03/07/2019 – È in servizio al tribunale di Ischia Alberto Capuano, il giudice finito in carcere nell’ambito di un’indagine anticorruzione della procura di Roma in cui sarebbe emersi dei collegamenti con la camorra (reato, quest’ultimo, che non viene attribuito al giudice). Cinque gli arresti. Il magistrato, 60 anni, è in servizio presso la sede distaccata sull’isola del tribunale di Napoli ed è stato fermato assieme al consigliere circoscrizionale della X municipalità di Bagnoli, Antonio di Dio, all’imprenditore Valentino Cassini e al pregiudicato Giuseppe Liccardo, ritenuto da investigatori ed inquirenti vicino al clan Mallardo di Giugliano.
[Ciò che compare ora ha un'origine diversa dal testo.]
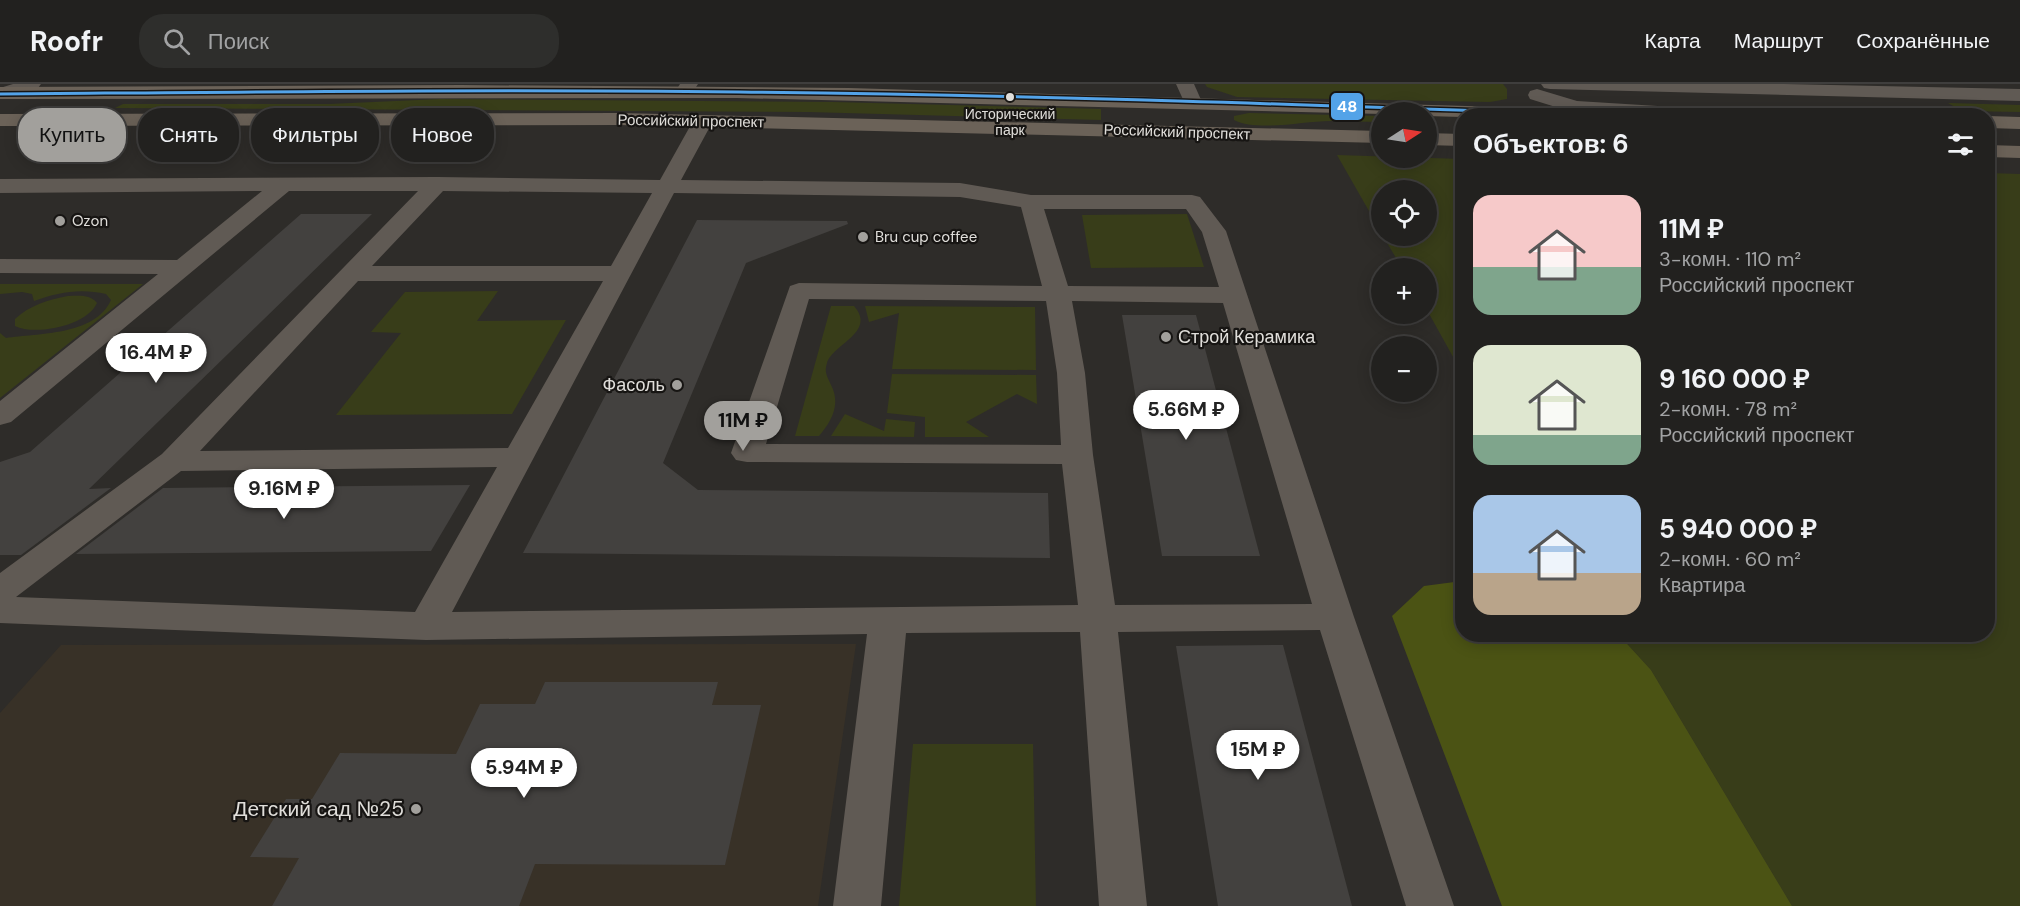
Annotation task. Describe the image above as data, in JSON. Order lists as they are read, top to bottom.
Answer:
{
  "streets": {
    "main road": ["Российский проспект"]
  },
  "places": [
    "Исторический парк",
    "Ozon",
    "Bru cup coffee",
    "Строй Керамика",
    "Фасоль",
    "Детский сад №25"
  ],
  "lines": ["transit line 48"],
  "north": "right",
  "page": {
    "header": "Roofr",
    "search": "Поиск",
    "nav": ["Карта", "Маршрут", "Сохранённые"],
    "map_buttons": ["+", "−"],
    "chip": [
      "Купить",
      "Снять",
      "Фильтры",
      "Новое"
    ],
    "heading": "Объектов: 6",
    "list": [
      {
        "name": "11M ₽",
        "note": "3-комн. · 110 m² · Российский проспект"
      },
      {
        "name": "9 160 000 ₽",
        "note": "2-комн. · 78 m² · Российский проспект"
      },
      {
        "name": "5 940 000 ₽",
        "note": "2-комн. · 60 m² · Квартира"
      }
    ],
    "price": [
      "16.4M ₽",
      "5.66M ₽",
      "11M ₽",
      "9.16M ₽",
      "15M ₽",
      "5.94M ₽"
    ]
  }
}
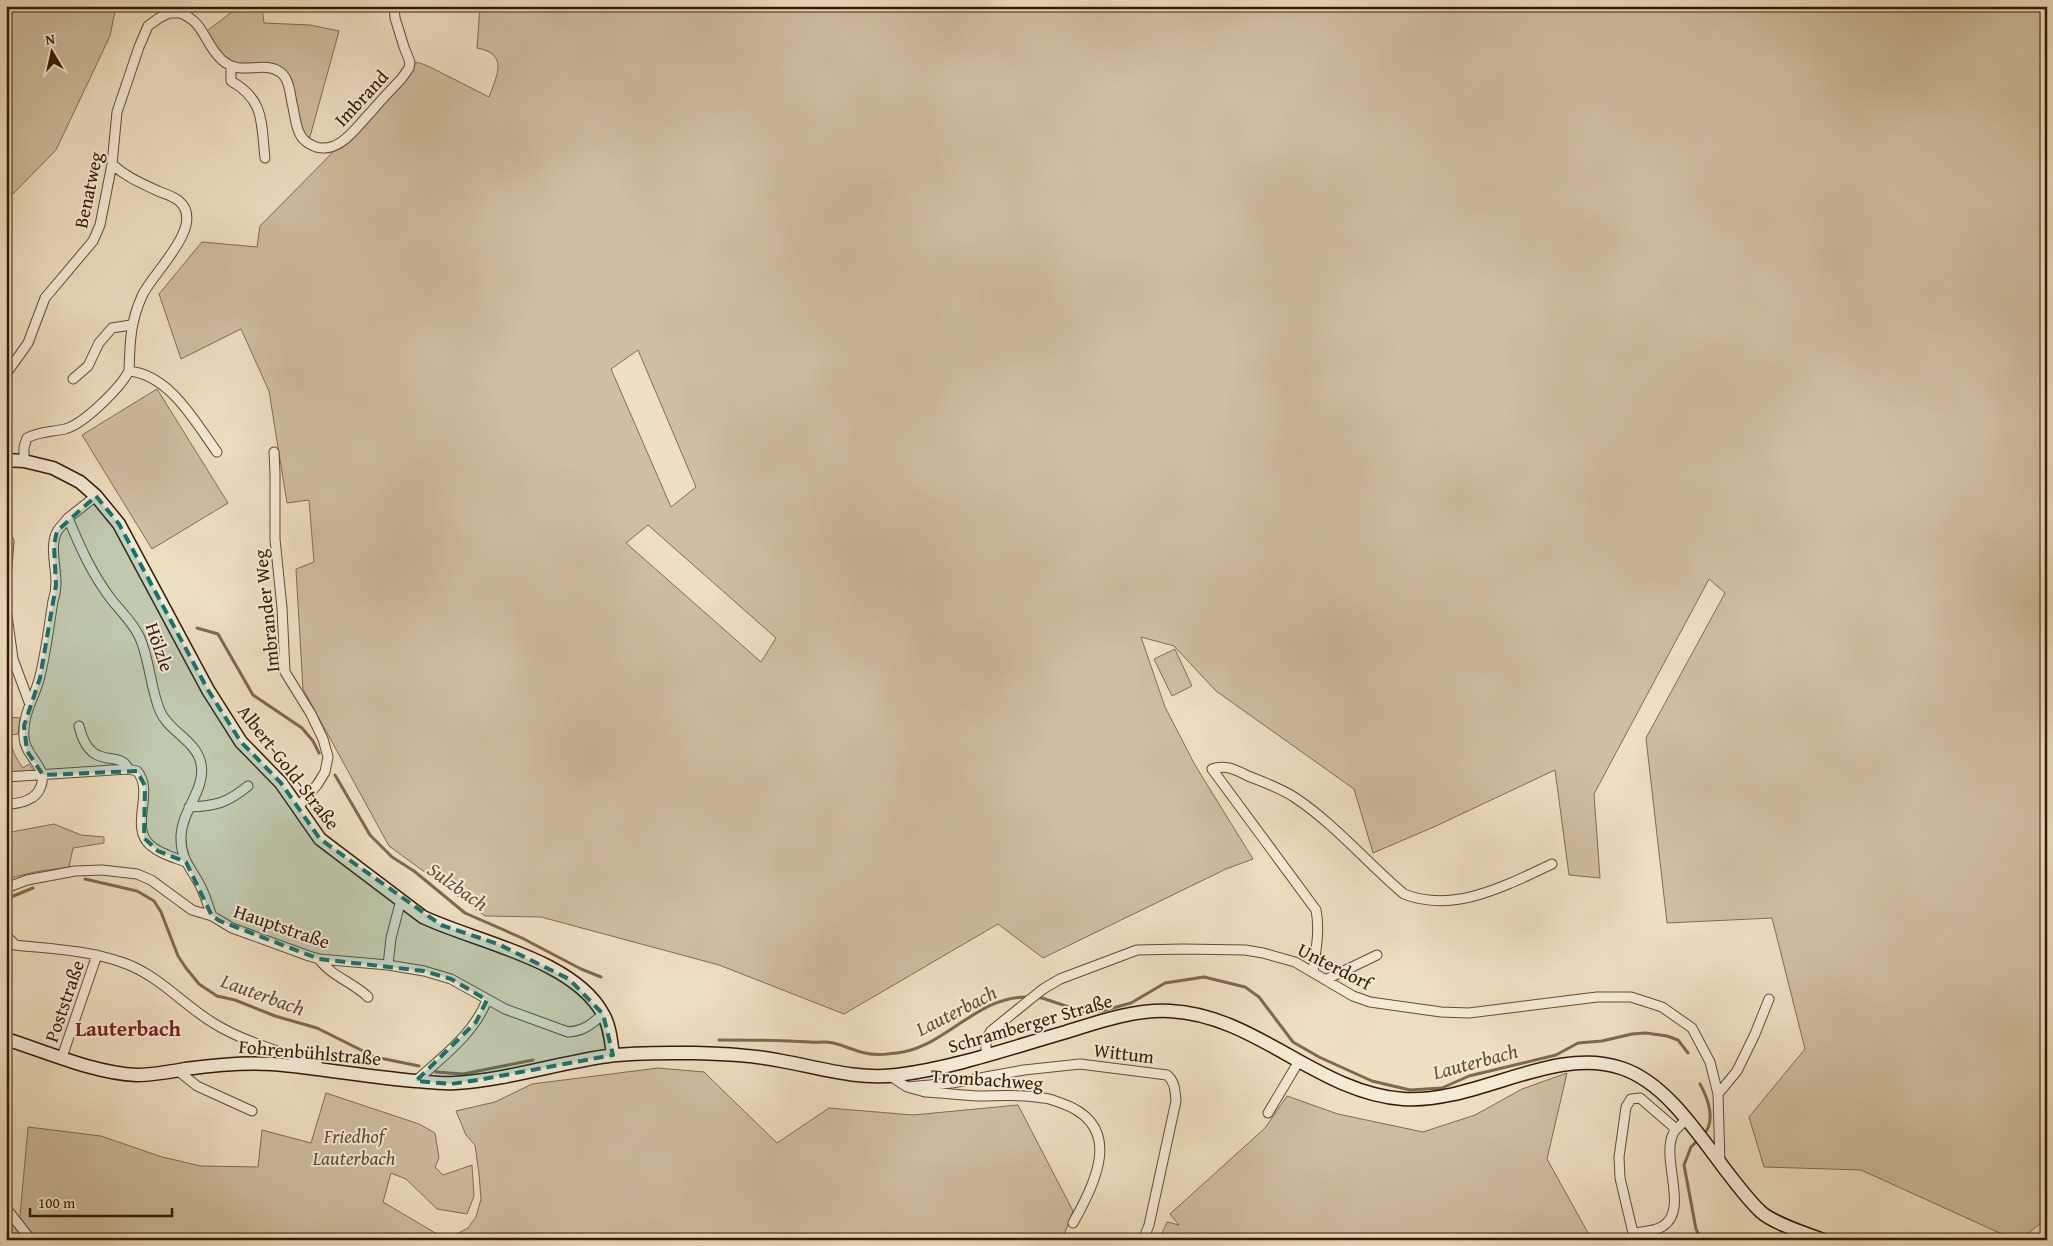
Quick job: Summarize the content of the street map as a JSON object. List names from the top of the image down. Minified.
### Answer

Dalle prime ore di questa mattina e’ in corso un’operazione della Polizia di Stato, coordinata dalla Procura della Repubblica di Roma, nei confronti di un giudice napoletano ed altri quattro soggetti indagati, a vario titolo, per corruzione per l’esercizio della funzione, corruzione per un atto contrario ai doveri d’ufficio, corruzione in atti giudiziari, traffico di influenze illecite, millantato credito, tentata estorsione, favoreggiamento personale. Al termine di un’articolata attivita’ investigativa coordinata dalla locale Procura della Repubblica.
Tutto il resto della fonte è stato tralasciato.